DATA BLOCK -
******

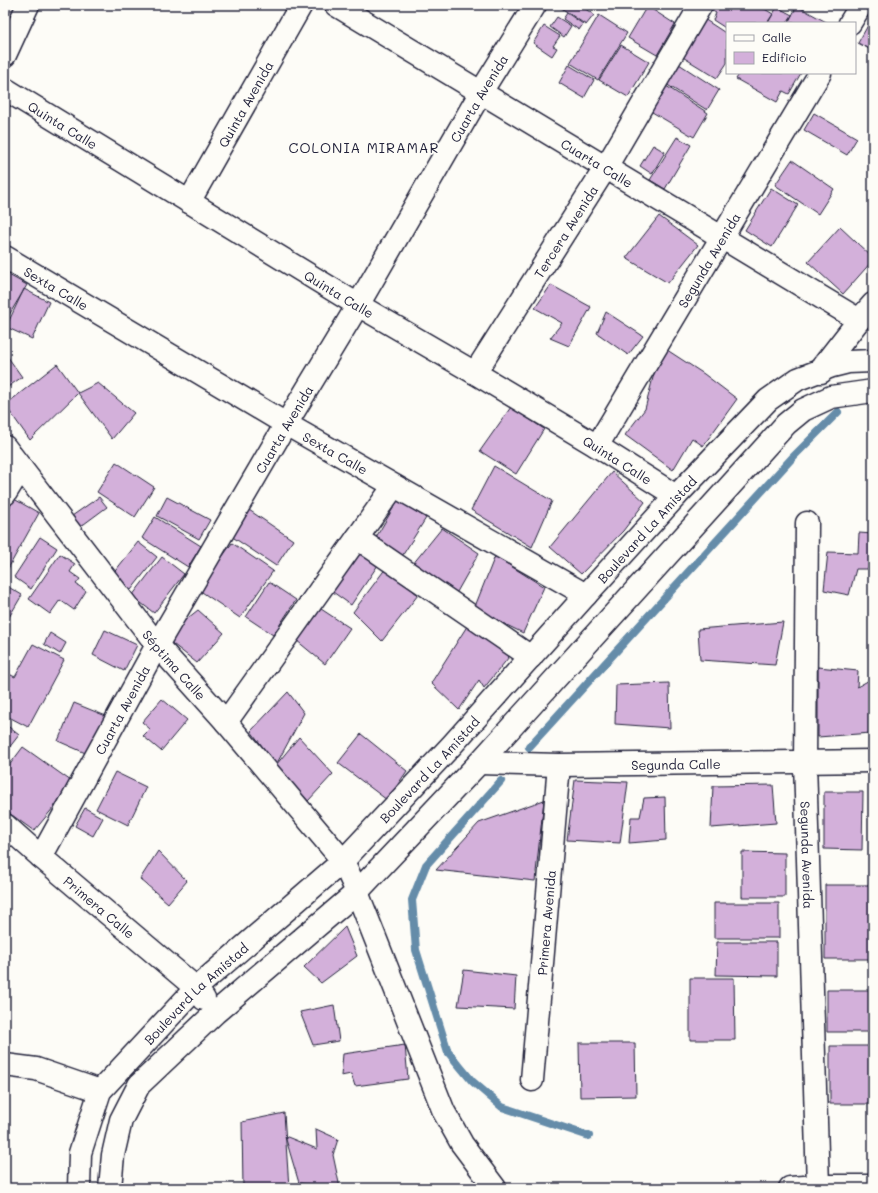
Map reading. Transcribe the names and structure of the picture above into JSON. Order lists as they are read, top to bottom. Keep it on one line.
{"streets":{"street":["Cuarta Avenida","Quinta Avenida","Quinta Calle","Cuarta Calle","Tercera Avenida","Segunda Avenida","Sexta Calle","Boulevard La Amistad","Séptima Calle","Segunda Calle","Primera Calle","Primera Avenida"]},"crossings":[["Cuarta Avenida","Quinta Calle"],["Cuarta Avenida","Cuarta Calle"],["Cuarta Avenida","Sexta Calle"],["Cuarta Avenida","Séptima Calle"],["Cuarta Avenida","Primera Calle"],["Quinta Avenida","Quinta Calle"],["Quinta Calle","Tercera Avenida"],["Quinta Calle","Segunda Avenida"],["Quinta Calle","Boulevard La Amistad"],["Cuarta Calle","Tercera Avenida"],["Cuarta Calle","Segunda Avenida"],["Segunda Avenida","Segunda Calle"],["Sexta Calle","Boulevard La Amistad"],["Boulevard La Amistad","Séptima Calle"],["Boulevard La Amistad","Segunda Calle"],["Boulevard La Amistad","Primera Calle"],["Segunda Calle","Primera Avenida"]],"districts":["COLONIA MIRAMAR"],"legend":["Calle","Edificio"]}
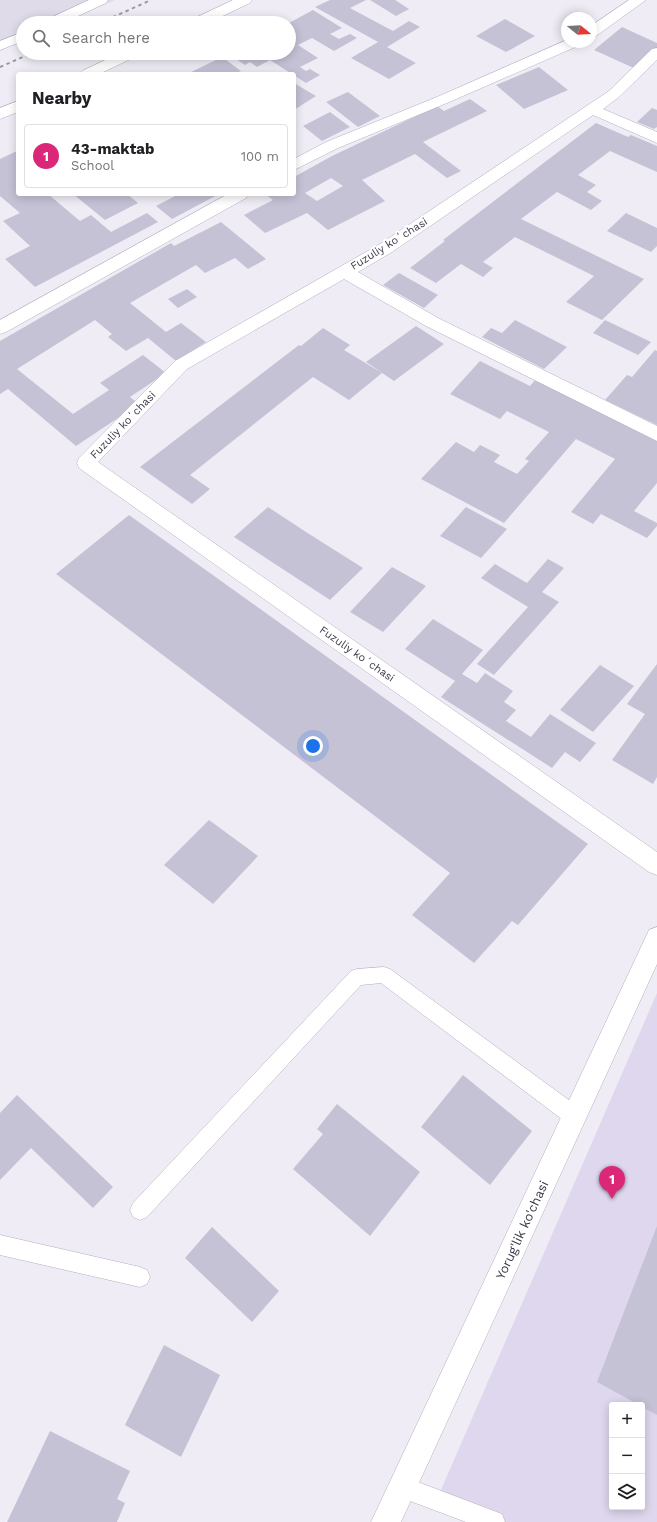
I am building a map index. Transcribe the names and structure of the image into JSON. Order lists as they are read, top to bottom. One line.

******

Full copy, no pictures: write out each line of the data exactly as it stands.

SOLUTION TO THIS TASK -
Map reading. Transcribe the names and structure of the picture above into JSON. Order lists as they are read, top to bottom. Keep it on one line.
{"streets":{"street":["Cuarta Avenida","Quinta Avenida","Quinta Calle","Cuarta Calle","Tercera Avenida","Segunda Avenida","Sexta Calle","Boulevard La Amistad","Séptima Calle","Segunda Calle","Primera Calle","Primera Avenida"]},"crossings":[["Cuarta Avenida","Quinta Calle"],["Cuarta Avenida","Cuarta Calle"],["Cuarta Avenida","Sexta Calle"],["Cuarta Avenida","Séptima Calle"],["Cuarta Avenida","Primera Calle"],["Quinta Avenida","Quinta Calle"],["Quinta Calle","Tercera Avenida"],["Quinta Calle","Segunda Avenida"],["Quinta Calle","Boulevard La Amistad"],["Cuarta Calle","Tercera Avenida"],["Cuarta Calle","Segunda Avenida"],["Segunda Avenida","Segunda Calle"],["Sexta Calle","Boulevard La Amistad"],["Boulevard La Amistad","Séptima Calle"],["Boulevard La Amistad","Segunda Calle"],["Boulevard La Amistad","Primera Calle"],["Segunda Calle","Primera Avenida"]],"districts":["COLONIA MIRAMAR"],"legend":["Calle","Edificio"]}
I am building a map index. Transcribe the names and structure of the image into JSON. Order lists as they are read, top to bottom. One line.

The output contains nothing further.